#### Work instruction
Copy every line of the listing that holds the string "roads".

#### Information provided
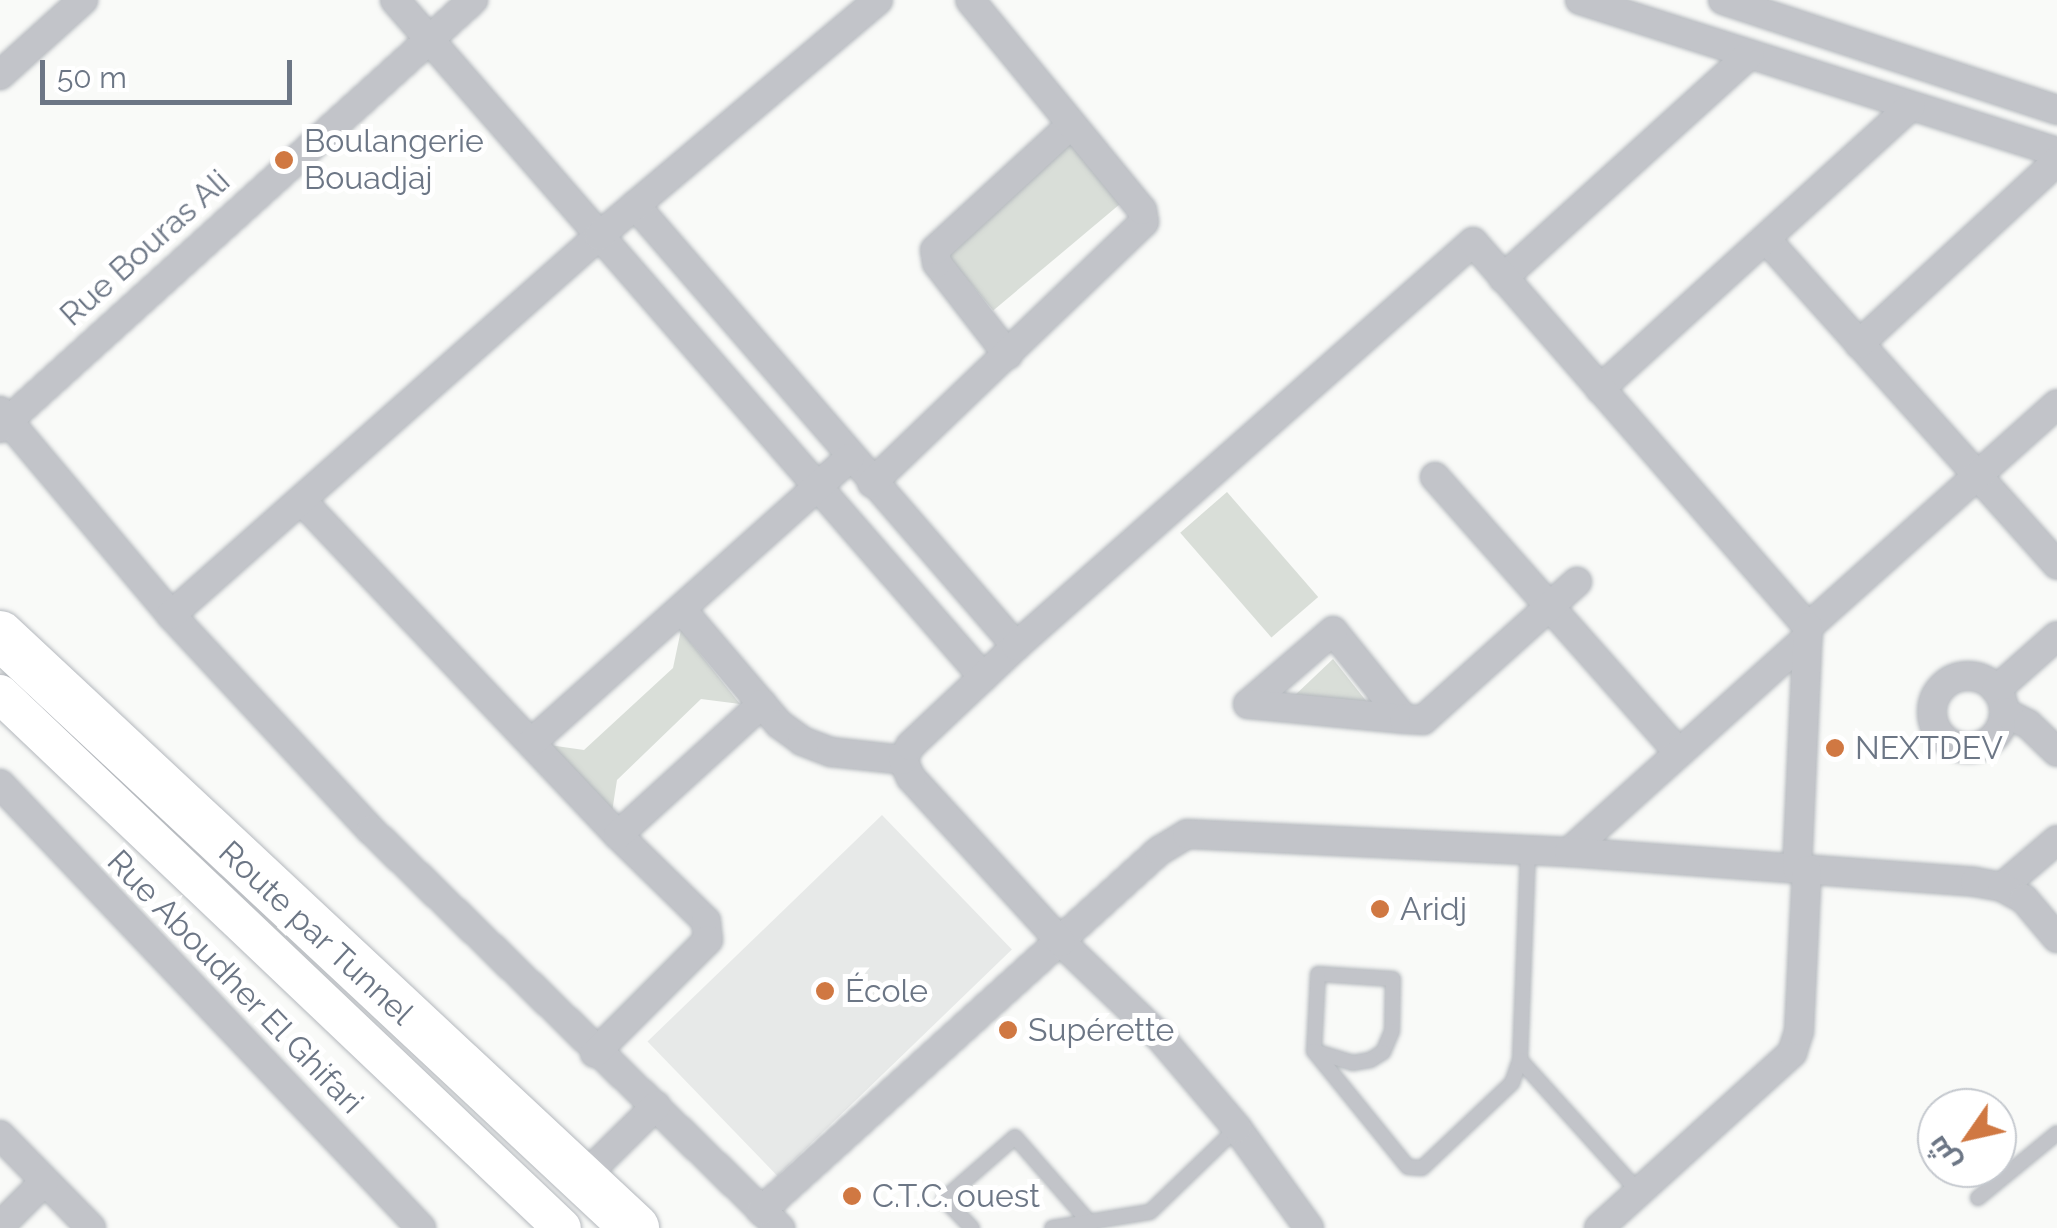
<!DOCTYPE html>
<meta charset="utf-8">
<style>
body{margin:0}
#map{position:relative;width:2057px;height:1228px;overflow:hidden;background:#f9faf8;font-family:Raleway,Cairo,sans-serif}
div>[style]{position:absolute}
.built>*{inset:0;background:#e7e9e8;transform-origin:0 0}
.green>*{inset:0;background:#d9ded8;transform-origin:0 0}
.roads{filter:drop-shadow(0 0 2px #b4b8bd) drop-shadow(0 0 2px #b4b8bd)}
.lane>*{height:14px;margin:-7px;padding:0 7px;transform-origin:7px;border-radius:7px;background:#c2c4c9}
.street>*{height:28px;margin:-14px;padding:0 14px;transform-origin:14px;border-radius:14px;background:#c2c4c9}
.street>.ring{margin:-14px;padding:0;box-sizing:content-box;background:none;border:28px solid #c2c4c9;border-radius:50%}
.secondary>*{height:38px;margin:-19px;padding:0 19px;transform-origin:19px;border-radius:19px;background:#fff}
.highway>*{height:48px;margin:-24px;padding:0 24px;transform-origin:24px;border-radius:24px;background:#fff}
.dots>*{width:28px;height:28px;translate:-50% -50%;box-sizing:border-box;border:5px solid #fff;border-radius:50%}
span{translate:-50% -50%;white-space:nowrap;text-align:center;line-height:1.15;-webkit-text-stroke:10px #fff;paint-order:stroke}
.poi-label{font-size:32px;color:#6c7685}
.left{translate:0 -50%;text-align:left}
.street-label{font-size:32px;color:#6c7685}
.north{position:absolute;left:1917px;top:1088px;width:100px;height:100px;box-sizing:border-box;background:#fff;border:2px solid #c4c8ce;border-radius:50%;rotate:236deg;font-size:28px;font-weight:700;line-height:40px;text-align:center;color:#6c7685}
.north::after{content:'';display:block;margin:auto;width:35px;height:45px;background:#d07842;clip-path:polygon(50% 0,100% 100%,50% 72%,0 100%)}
.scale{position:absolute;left:40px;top:60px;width:252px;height:45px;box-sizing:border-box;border:5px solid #6c7685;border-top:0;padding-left:12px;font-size:30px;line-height:35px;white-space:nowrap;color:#6c7685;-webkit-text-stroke:8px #fff;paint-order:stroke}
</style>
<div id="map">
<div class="built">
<i style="left:882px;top:815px;width:187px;height:326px;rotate:46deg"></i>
</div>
<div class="green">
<i style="left:1070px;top:139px;width:82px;height:169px;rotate:50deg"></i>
<i style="left:1227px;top:492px;width:139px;height:62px;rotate:49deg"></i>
<i style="clip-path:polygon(681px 630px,740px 704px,701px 699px,617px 780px,612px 812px,549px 745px,584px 750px,673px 668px)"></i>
<i style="clip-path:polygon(1333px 659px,1367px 702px,1293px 697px)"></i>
</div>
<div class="roads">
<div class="lane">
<i style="left:1318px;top:974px;width:75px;rotate:3.8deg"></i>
<i style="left:1393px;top:979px;width:52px;rotate:91.1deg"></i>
<i style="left:1392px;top:1031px;width:23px;rotate:113deg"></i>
<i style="left:1383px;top:1052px;width:15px;rotate:148deg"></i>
<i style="left:1370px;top:1060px;width:17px;rotate:170deg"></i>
<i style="left:1353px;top:1063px;width:41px;rotate:-162.9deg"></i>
<i style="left:1314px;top:1051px;width:77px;rotate:-87deg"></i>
<i style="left:1314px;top:1051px;width:149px;rotate:51deg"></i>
<i style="left:1408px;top:1167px;width:14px;rotate:4deg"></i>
<i style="left:1422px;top:1168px;width:124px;rotate:-43.4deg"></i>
<i style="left:1512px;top:1083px;width:24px;rotate:-71deg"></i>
<i style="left:1520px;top:1060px;width:208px;rotate:-87.8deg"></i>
<i style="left:1520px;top:1060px;width:178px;rotate:48deg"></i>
<i style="left:1978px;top:1198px;width:102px;rotate:-39.4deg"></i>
<i style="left:972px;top:1228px;width:40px;rotate:-134deg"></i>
<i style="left:944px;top:1199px;width:94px;rotate:-41.1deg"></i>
<i style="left:1015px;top:1137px;width:114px;rotate:48.9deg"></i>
<i style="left:1052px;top:1228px;width:99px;rotate:-9.3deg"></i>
<i style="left:1150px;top:1212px;width:121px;rotate:-44deg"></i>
</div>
<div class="street">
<i style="left:395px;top:0;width:897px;rotate:49.02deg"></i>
<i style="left:1580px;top:0;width:501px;rotate:17.67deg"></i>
<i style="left:1723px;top:0;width:352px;rotate:18.2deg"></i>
<i style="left:0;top:75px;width:112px;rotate:-42.1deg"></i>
<i style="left:635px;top:205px;width:583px;rotate:49.17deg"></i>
<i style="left:1766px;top:239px;width:437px;rotate:48.2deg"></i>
<i style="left:1503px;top:278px;width:333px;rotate:-42.2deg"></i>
<i style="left:1859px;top:344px;width:270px;rotate:-42.7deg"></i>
<i style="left:1008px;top:355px;width:116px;rotate:-127.7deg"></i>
<i style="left:937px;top:263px;width:13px;rotate:-99deg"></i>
<i style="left:935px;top:250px;width:185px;rotate:-42.6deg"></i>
<i style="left:1600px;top:389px;width:420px;rotate:-42.3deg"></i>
<i style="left:0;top:411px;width:266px;rotate:50deg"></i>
<i style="left:171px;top:615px;width:294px;rotate:47.1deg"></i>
<i style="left:371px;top:830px;width:571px;rotate:44.22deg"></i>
<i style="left:0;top:428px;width:638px;rotate:-42.14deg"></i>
<i style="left:1435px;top:477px;width:368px;rotate:48.5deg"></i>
<i style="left:872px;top:483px;width:377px;rotate:-43.8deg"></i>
<i style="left:1144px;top:222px;width:12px;rotate:-99deg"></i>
<i style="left:1142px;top:210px;width:271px;rotate:-129.3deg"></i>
<i style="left:302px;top:501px;width:460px;rotate:46.6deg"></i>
<i style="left:618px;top:835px;width:123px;rotate:44.3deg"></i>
<i style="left:706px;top:921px;width:19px;rotate:84deg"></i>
<i style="left:708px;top:940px;width:160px;rotate:135deg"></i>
<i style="left:682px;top:610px;width:150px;rotate:49.6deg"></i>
<i style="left:779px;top:724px;width:29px;rotate:36deg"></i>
<i style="left:802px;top:741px;width:31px;rotate:21deg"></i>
<i style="left:831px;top:752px;width:72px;rotate:6.3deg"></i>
<i style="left:171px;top:615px;width:572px;rotate:-41.53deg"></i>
<i style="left:599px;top:236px;width:365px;rotate:-40.2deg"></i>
<i style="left:1808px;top:627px;width:334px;rotate:-41.8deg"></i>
<i class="ring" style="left:1932px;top:676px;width:44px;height:44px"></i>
<i style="left:1996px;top:690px;width:81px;rotate:-41.5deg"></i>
<i style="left:2004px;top:712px;width:27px;rotate:27deg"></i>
<i style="left:2028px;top:724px;width:40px;rotate:44deg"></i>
<i style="left:1404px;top:719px;width:113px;rotate:-128.9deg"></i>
<i style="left:1333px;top:631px;width:112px;rotate:139.3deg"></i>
<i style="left:1248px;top:704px;width:157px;rotate:5.5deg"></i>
<i style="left:1404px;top:719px;width:19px;rotate:3deg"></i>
<i style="left:1423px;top:720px;width:207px;rotate:-41.9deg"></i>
<i style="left:532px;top:742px;width:426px;rotate:-41.8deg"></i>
<i style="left:0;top:784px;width:612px;rotate:46.52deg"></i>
<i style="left:618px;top:835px;width:195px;rotate:-42.3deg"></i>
<i style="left:1569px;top:852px;width:321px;rotate:-42deg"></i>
<i style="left:2002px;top:887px;width:72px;rotate:-40.5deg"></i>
<i style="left:0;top:1135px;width:130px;rotate:45.6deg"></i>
<i style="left:597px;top:1164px;width:83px;rotate:-44.5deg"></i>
<i style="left:761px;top:1211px;width:537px;rotate:-42.13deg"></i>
<i style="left:1159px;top:851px;width:33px;rotate:-31deg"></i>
<i style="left:1187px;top:834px;width:382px;rotate:2.7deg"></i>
<i style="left:1569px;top:852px;width:407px;rotate:4.2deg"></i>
<i style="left:1975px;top:882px;width:27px;rotate:10deg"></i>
<i style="left:2002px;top:887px;width:25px;rotate:29deg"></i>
<i style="left:2024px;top:899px;width:51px;rotate:49.8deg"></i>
<i style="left:0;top:1226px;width:62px;rotate:-45deg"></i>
<i style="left:1309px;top:1228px;width:123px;rotate:-125.8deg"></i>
<i style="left:1237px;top:1128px;width:121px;rotate:-130.3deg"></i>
<i style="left:1159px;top:1036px;width:136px;rotate:-136.2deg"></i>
<i style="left:1061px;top:942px;width:222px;rotate:-132.4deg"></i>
<i style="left:911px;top:778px;width:20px;rotate:-114deg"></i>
<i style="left:903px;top:760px;width:16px;rotate:-63deg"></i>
<i style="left:910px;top:746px;width:146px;rotate:-43.3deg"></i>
<i style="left:1016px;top:646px;width:610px;rotate:-41.48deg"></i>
<i style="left:1473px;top:242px;width:510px;rotate:48.97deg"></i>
<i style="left:1808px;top:627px;width:242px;rotate:92.6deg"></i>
<i style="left:1599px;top:1228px;width:261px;rotate:-42.2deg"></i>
<i style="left:1792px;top:1053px;width:23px;rotate:-72deg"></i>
<i style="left:1799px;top:1031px;width:161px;rotate:-87.2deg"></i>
</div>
<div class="secondary">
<i style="left:0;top:694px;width:775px;rotate:43.54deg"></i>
</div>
<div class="highway">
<i style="left:0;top:635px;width:869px;rotate:43.04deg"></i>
</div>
</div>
<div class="dots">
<i style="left:284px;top:160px;background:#d07842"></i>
<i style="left:1835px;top:748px;background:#d07842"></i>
<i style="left:1380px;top:909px;background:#d07842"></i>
<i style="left:825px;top:991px;background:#d07842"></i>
<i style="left:1008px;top:1030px;background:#d07842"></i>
<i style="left:852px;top:1196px;background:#d07842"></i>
</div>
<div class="poi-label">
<span class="left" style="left:304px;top:160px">Boulangerie<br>Bouadjaj</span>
<span class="left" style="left:1855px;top:748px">NEXTDEV</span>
<span class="left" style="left:1400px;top:909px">Aridj</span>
<span class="left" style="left:845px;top:991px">École</span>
<span class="left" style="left:1028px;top:1030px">Supérette</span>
<span class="left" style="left:872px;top:1196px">C.T.C. ouest</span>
</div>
<div class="street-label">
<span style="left:145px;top:248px;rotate:-42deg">Rue Bouras Ali</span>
<span style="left:316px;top:933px;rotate:43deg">Route par Tunnel</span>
<span style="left:235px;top:982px;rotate:46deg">Rue Aboudher El Ghifari</span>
</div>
<div class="north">ش</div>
<div class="scale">50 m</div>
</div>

#### Reply
.roads{filter:drop-shadow(0 0 2px #b4b8bd) drop-shadow(0 0 2px #b4b8bd)}
<div class="roads">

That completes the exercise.